‘The legend of the living dead’
The Dead and the Damned is a 2010 American horror-Western film edited and directed by Rene Perez (It Hungers; From Hell to the Wild West; Playing with Dolls trilogy; The Obsidian Curse; et al) from a screenplay co-written with Barry Massoni. Also known as Cowboys & Zombies
The movie stars David Lockhart, Camille Montgomery, Rick Mora and Robert Amstler.
1849: During the California Gold Rush, Mortimer receives a bounty for Brother Wolf, a Native American accused of carnal crimes. Mortimer ostensibly buys a young woman, Rhiannon, as a wife but in reality as bait to lure out Wolf. However, once he meets Wolf, Mortimer becomes dubious about the charges against him.
Meanwhile, a group of prospectors unleash a zombie virus when they attempt to mine a meteorite. Mortimer, Rhiannon, and Wolf must band together to stop the zombies…

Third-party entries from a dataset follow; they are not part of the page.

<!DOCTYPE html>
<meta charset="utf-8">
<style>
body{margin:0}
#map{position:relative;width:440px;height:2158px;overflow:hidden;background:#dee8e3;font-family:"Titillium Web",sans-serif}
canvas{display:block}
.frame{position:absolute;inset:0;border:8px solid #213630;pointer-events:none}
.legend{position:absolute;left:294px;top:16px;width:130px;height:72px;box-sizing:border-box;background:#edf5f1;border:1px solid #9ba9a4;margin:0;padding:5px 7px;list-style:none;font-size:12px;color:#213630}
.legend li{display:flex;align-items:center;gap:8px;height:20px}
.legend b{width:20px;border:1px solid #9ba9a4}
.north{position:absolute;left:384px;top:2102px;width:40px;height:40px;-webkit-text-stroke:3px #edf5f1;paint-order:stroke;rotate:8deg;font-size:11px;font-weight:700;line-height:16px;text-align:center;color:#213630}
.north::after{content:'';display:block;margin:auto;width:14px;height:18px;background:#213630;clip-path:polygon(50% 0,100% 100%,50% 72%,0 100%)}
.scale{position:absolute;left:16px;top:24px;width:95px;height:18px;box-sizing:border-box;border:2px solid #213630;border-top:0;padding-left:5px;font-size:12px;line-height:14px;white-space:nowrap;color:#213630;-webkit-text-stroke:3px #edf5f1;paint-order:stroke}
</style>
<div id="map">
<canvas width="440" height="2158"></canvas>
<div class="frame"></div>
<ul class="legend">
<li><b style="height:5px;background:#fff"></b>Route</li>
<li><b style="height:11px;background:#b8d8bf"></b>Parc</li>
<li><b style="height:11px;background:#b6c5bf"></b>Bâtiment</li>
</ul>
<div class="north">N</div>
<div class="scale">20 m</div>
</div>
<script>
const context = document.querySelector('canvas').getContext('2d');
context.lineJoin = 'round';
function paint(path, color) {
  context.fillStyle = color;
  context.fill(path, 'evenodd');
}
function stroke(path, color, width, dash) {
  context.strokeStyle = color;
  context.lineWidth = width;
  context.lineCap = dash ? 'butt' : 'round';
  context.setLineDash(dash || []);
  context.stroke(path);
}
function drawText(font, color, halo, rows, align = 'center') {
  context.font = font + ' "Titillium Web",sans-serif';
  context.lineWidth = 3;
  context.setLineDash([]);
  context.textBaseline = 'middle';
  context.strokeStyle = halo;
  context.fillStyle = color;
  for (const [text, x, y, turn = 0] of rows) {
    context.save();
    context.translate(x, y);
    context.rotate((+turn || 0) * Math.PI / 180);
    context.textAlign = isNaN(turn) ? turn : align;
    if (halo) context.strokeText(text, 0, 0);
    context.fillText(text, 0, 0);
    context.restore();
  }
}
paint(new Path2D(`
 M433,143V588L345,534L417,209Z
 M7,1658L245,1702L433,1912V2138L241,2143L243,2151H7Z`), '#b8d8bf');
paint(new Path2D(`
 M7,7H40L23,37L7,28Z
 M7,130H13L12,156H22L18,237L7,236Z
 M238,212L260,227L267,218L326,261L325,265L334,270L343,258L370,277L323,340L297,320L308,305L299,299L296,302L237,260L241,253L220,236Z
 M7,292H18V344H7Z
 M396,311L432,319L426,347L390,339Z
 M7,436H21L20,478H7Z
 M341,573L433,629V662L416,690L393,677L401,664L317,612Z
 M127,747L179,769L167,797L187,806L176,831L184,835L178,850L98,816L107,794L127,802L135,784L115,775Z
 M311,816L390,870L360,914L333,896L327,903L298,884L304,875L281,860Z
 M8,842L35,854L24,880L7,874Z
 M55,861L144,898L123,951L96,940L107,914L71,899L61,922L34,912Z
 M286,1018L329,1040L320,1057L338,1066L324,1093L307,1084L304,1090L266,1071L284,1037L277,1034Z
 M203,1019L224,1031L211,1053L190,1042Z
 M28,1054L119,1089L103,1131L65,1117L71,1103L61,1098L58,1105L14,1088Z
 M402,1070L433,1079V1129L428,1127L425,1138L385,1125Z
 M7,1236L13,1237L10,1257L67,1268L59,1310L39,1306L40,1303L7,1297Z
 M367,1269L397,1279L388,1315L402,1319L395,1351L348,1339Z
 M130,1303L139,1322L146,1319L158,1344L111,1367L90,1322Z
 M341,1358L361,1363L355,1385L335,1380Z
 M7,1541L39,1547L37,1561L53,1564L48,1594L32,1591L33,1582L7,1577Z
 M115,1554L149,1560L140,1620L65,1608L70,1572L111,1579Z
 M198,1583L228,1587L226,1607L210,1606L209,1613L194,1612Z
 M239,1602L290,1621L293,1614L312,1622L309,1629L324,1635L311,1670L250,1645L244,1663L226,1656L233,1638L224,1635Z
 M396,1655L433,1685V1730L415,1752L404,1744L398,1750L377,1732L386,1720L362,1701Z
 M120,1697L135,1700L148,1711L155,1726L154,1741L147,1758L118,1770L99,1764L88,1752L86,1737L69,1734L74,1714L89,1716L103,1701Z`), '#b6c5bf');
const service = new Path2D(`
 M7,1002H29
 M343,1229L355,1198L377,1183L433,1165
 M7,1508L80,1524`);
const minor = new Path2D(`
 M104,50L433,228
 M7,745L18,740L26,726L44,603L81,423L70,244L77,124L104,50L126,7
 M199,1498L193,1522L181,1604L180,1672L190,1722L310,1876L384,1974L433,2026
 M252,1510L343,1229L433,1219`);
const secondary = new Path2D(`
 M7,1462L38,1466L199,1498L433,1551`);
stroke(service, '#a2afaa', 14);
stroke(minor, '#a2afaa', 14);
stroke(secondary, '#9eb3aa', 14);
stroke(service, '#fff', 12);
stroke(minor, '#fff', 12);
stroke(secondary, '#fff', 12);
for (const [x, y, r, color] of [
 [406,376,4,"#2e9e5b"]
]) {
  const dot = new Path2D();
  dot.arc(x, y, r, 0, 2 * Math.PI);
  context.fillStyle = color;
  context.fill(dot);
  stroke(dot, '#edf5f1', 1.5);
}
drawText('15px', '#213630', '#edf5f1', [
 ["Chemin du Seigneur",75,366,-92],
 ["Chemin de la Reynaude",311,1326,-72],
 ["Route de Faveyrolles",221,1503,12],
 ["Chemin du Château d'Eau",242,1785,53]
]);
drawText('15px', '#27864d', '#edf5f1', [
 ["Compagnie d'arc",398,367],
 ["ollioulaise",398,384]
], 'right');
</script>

“With a small principal cast of solid actors, effective use of a standing frontier town set, and skilful direction that manages to be clever without pretentious, plus a well-honed script that doesn’t waste a word, Cowboys and Zombies is great viewing. Exciting, sometimes scary, never silly or self-indulgent and a commendably taught 82 minutes.” Cult films and the people who make them
“With too little plot and too little visual imagination to justify a feature runtime, we’re left with plodding scenes of predictable exposition, poorly executed action and lingering gazes at bare breasts peppered with occasional minutes of something approaching genuine entertainment.” Dread Central
” …The Dead and the Damned must get kudos for trying. The Old West town set is a bit questionable, but everything else — the horses, the gunfights, Brother Wolf — is definitely above the standard “Hey, let’s put on a show!” feel which some low-budget indies have. The acting is pretty good, most notably Lockhart, although there are some moments where I felt as if the actors were waiting for their cues.” DVD Sleuth
“The film’s low budget is obvious but not too much of an impediment. The sets are on par with those of a western theme park. The costumes, although far from historically accurate, serve their purpose. The dialogue is obviously not chronically correct, exacerbated further by inexperienced actors. The score is all over the place…” Horror News
“Another problem with this film is the pacing and quick habit of advancing the story by way of montage or music video […] The Dead and the Damned had a lot of potential, on both sides of the camera, and it could have succeeded with a bit more experience.” Horror Talk
“Soundtrack and the usual lower budget film jitters aside, there is a certain level of fun to be had with the mix-up of genres. The western aspect supersedes the horror tangent, but it’s a nice character driven change of pace that seems iffy at first but proves to be a winning idea come climax.” Oh, the Horror!
“Cowboys & Zombies – it has a few cowboys and it has zombies, boobies, a lot of bad CGI blood and some old-school body parts and an occasional unintentional belly laugh. In other words, it is a perfectly acceptable way to waste your life, if you like. If that sounds good enough to make you happy, then go for it… but we can’t give you our copy of the film, ’cause we already tossed it out.” A Wasted Life
Near Yosemite National Park, California
The Dead and the Damned premiered at the Another Hole In The Head film festival on July 17, 2010. It was released on DVD in the US on July 26, 2011, and in the UK on August 1, 2011.